#### EXERCISE AIM
The expected output is the full data, repeated exactly, without pictures.

#### SUPPLIED DATA
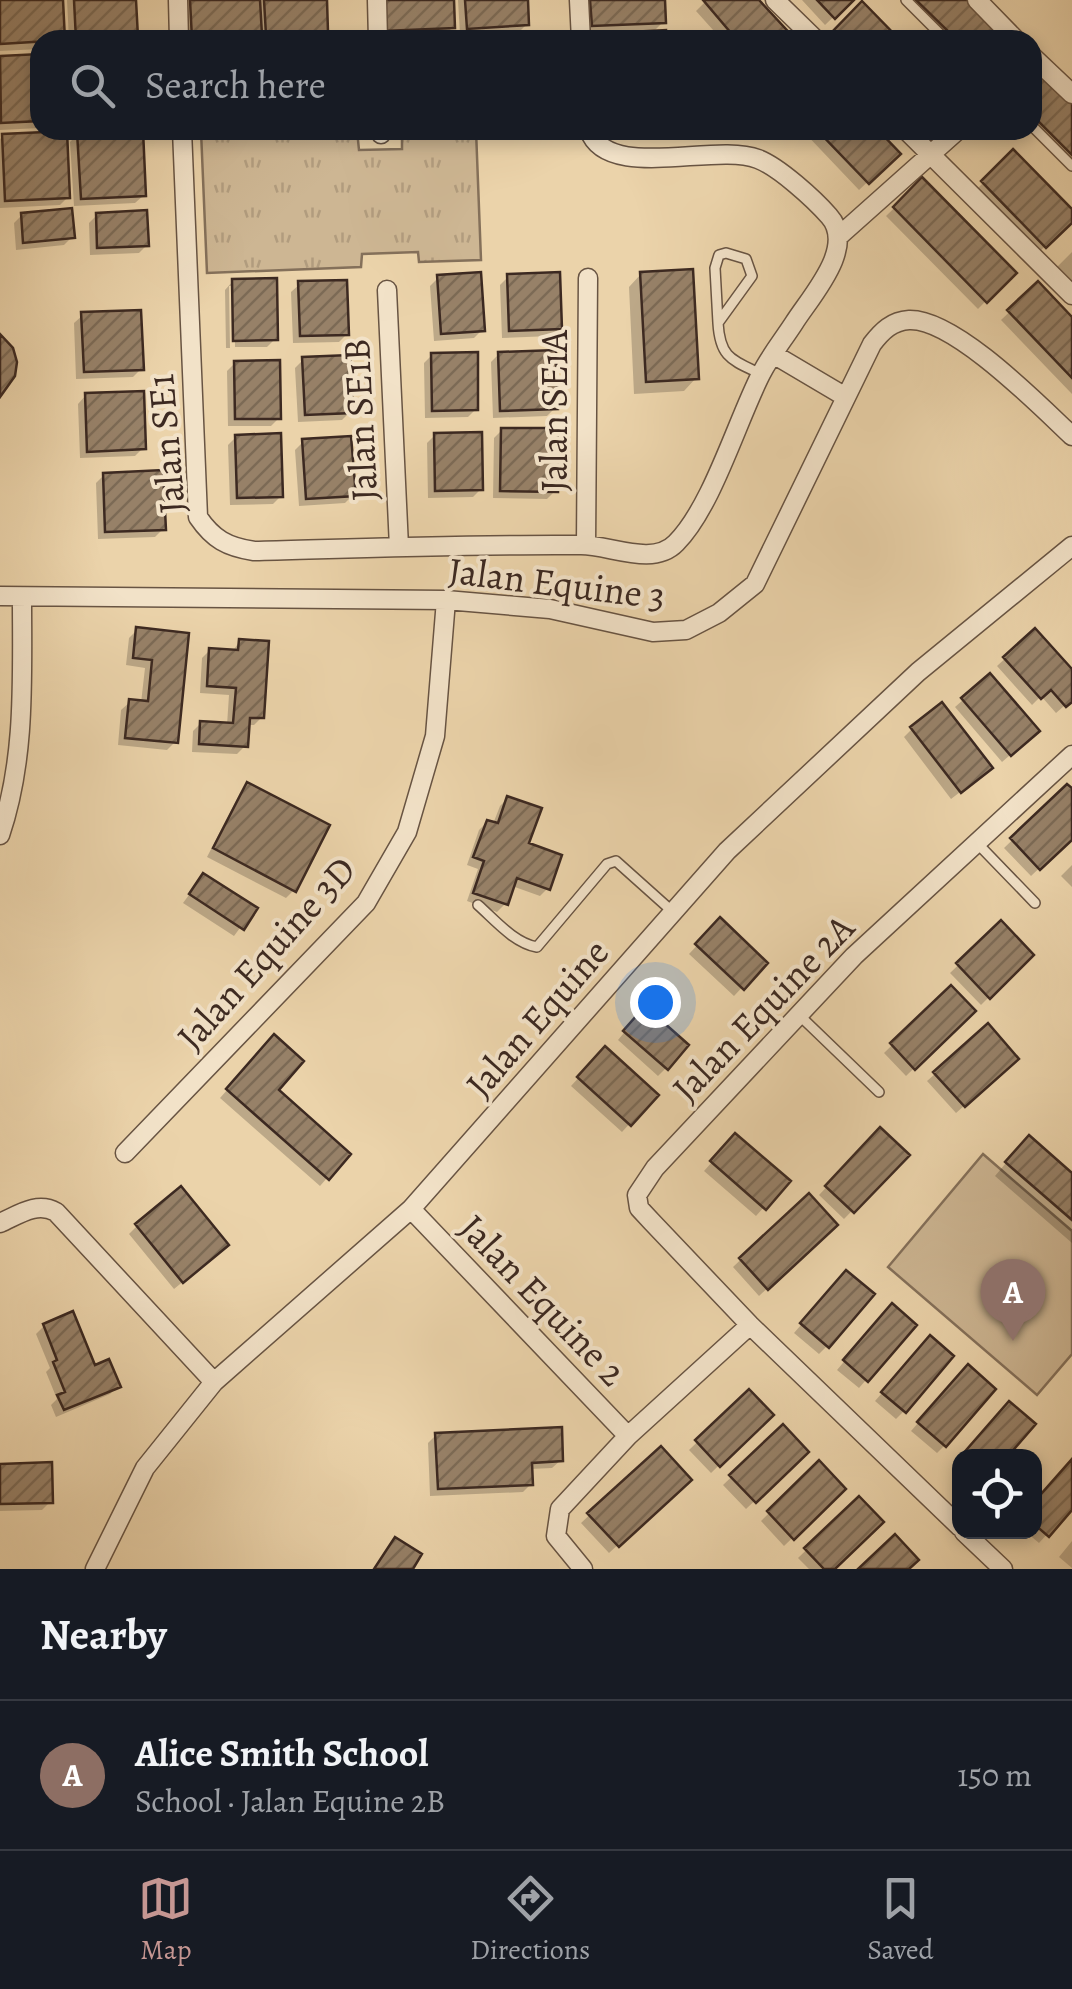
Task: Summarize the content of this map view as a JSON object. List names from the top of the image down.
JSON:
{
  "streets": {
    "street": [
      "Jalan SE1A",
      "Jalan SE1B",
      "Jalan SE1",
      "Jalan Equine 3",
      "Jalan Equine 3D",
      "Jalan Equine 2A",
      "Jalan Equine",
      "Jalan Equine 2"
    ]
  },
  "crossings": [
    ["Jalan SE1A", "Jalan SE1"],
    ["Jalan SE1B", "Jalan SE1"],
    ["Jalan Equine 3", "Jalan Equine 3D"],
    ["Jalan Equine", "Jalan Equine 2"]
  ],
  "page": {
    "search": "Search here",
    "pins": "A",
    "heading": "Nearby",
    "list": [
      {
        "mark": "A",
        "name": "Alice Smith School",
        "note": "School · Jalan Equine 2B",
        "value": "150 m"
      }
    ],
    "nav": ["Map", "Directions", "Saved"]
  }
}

#### WRITTEN RESPONSE
Task: Summarize the content of this map view as a JSON object. List names from the top of the image down.
JSON:
{
  "streets": {
    "street": [
      "Jalan SE1A",
      "Jalan SE1B",
      "Jalan SE1",
      "Jalan Equine 3",
      "Jalan Equine 3D",
      "Jalan Equine 2A",
      "Jalan Equine",
      "Jalan Equine 2"
    ]
  },
  "crossings": [
    ["Jalan SE1A", "Jalan SE1"],
    ["Jalan SE1B", "Jalan SE1"],
    ["Jalan Equine 3", "Jalan Equine 3D"],
    ["Jalan Equine", "Jalan Equine 2"]
  ],
  "page": {
    "search": "Search here",
    "pins": "A",
    "heading": "Nearby",
    "list": [
      {
        "mark": "A",
        "name": "Alice Smith School",
        "note": "School · Jalan Equine 2B",
        "value": "150 m"
      }
    ],
    "nav": ["Map", "Directions", "Saved"]
  }
}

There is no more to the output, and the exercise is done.